The basic back story is as follows (readers who know what entanglement and Bell's theorem are can skip the next three paragraphs.)

Quantum theory is the theory we use to predict probabilities of different outcomes in different experimental settings. But, while it predicts probabilities, it has some peculiar properties which separate it from how we normally think about systems which have a probabilistic description. Two of the defining characteristics are contextuality and quantum non-locality. The former tells us that we cannot think about a measurement on a quantum system as revealing a property which is independent of the measurement we chose to make. The later, and in my view more troubling, describes how measurements made by two separated observers can show strange correlations in quantum theory.
i-55bdf52af448bfa45203f12df7806ef0-alice.pngi-62abb5f90a023fc19f82853e8513d6fb-bob.pngThe setup to demonstrate quantum non-locality is as follows. Alice and Bob get together for lunch and bring with them their own quantum systems. Over hamburger's they let their two quantum systems interact. They then put their quantum system's into their backpacks, taking care not to measure them, and go back to their separate work places (Alice works at a restaurant and Bob works on a fishing boat.) Later, during their breaks, which happen to occur at exactly the same time (in the reference frame of their home), they both open backpacks and look at their respective quantum systems. Well they don't quite just "look": they choose to measure their system in a particular way. Quantum theory allows us to predict what the probabilities of these measurements are, given which measurement each party chooses to perform. For some manners in which Alice and Bob let their quantum systems interact, where they create so-called entangled quantum states, and for some measurements in this case, Alice and Bob will see correlations in the outcomes of their measurements. For example, when Alice sees a measurement result of "0", it may be that Bob always sees a measurement result of "0" and when Alice sees a measurement result of "1", it may be that Bob always sees a measurement result of "1", and that these two cases occur with equal (fifty percent) probability.

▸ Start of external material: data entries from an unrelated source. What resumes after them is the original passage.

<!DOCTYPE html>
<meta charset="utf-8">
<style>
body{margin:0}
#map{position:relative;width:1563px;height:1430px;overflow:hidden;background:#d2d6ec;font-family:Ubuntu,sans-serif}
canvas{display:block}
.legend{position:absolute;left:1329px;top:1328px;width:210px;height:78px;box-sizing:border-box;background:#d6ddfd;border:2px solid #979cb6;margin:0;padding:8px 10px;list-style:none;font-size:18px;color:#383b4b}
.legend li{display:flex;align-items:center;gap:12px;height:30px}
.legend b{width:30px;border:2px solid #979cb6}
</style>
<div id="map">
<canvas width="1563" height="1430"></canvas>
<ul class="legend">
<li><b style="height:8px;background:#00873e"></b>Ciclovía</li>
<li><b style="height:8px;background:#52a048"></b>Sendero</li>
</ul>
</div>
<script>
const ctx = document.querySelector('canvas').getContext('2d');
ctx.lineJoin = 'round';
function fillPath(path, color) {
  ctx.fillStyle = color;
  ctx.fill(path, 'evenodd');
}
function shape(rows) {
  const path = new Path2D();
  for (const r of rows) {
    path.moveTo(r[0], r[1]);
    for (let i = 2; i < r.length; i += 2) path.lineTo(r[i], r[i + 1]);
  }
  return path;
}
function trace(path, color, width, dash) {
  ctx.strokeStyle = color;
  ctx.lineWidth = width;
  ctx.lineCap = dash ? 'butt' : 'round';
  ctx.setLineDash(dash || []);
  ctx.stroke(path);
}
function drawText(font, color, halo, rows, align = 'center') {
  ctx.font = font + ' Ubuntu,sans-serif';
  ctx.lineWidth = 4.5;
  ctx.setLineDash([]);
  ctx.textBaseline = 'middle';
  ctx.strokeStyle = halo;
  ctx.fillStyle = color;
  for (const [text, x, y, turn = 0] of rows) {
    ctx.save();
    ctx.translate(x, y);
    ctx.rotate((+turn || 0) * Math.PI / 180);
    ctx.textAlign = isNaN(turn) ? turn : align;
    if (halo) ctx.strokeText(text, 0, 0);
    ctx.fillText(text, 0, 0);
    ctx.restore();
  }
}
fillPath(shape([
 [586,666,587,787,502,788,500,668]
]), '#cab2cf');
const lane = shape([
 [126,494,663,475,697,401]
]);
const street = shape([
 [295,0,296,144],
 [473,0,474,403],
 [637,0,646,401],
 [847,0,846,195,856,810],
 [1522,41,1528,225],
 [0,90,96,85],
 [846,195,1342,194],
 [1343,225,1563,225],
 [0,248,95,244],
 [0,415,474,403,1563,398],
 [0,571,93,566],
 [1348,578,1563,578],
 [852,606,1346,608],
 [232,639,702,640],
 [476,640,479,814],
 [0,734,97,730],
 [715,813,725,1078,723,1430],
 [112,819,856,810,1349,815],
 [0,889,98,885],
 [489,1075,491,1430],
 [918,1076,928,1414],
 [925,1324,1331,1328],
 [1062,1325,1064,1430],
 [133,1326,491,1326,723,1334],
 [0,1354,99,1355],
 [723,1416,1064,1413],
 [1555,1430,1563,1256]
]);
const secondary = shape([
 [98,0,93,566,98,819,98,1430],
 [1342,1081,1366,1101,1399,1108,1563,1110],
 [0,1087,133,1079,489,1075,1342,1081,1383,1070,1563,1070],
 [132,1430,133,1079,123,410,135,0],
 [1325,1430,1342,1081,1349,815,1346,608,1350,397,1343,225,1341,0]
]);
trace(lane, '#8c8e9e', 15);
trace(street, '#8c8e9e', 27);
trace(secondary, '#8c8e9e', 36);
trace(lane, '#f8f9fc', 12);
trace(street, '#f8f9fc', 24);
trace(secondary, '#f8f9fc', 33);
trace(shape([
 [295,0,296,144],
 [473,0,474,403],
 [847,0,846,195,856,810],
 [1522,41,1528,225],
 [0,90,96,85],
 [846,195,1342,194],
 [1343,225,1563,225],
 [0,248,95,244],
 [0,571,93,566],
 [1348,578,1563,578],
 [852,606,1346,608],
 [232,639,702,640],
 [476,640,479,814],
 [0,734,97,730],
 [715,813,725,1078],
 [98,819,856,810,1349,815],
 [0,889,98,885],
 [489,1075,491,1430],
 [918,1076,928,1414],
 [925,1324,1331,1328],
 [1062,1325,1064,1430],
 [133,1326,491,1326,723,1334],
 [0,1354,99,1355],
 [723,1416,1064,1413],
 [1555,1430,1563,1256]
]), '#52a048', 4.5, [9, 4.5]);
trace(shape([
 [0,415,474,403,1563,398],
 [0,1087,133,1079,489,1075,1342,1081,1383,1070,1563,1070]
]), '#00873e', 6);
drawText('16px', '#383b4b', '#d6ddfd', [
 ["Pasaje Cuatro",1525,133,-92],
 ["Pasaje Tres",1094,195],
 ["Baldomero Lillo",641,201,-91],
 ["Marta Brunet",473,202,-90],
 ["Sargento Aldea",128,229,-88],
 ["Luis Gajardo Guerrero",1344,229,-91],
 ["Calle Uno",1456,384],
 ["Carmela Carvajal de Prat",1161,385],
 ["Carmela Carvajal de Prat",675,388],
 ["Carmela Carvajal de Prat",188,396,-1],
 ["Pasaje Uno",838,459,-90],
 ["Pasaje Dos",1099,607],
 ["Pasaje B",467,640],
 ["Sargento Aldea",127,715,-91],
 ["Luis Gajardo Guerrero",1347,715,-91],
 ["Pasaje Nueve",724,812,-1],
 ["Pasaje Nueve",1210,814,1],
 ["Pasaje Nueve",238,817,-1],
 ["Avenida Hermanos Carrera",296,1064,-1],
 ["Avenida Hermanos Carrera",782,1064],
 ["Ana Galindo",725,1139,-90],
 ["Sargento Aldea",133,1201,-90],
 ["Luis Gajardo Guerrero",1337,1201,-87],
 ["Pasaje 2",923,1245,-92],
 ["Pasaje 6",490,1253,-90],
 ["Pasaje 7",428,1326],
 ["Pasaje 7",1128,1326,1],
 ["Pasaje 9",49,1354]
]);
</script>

Now one could ask, well this isn't so strange! Maybe when they let their systems interact, the properties of their individual quantum systems where set, and all we are doing by measuring them later is identifying the value of this property. For example, above I described how Alice and Bob's outcomes could be perfectly correlated. But we could easily explain this: if I flip a coin and secretly put either a "0" or a "1" in both of the backpacks, then Alice and Bob will see exactly the above correlation. This, however, is not the mystery of quantum non-locality. The mystery is that while we could explain the correlations between Alice and Bob's experiments via properties of their individual systems in a purely classical way in this case, it turns out that this is not always the case. This result is the famous "Bell theorem." This theorem says that there are certain setups like Alice and Bob performed above on quantum systems which cannot be explained by believing that the properties being revealed were just stored in the backpacks before hand. Quantum correlations behave in ways that we cannot explain by what is termed a local hidden variable theory. The "hidden variables" are the properties in the backpack and "local" refers to the fact that these bags are separated from each other and so not allowed to influence each other. Bell's theorem tells us that there is a set of inequalities (Bell inequalities) which must be satisfied for a local hidden variable theory. This inequalities are something like EXPERIMENTAL QUALITIES FOR LOCAL HIDDEN VARIABLE MODELS <=2 (or something like that ;) ) If you run those experiments with entangled quantum states you get EXPERIMENTAL QUALITIES IN QUANTUM THEORY >2, and hence there is a contradiction between the assumption of local hidden variables and quantum theory.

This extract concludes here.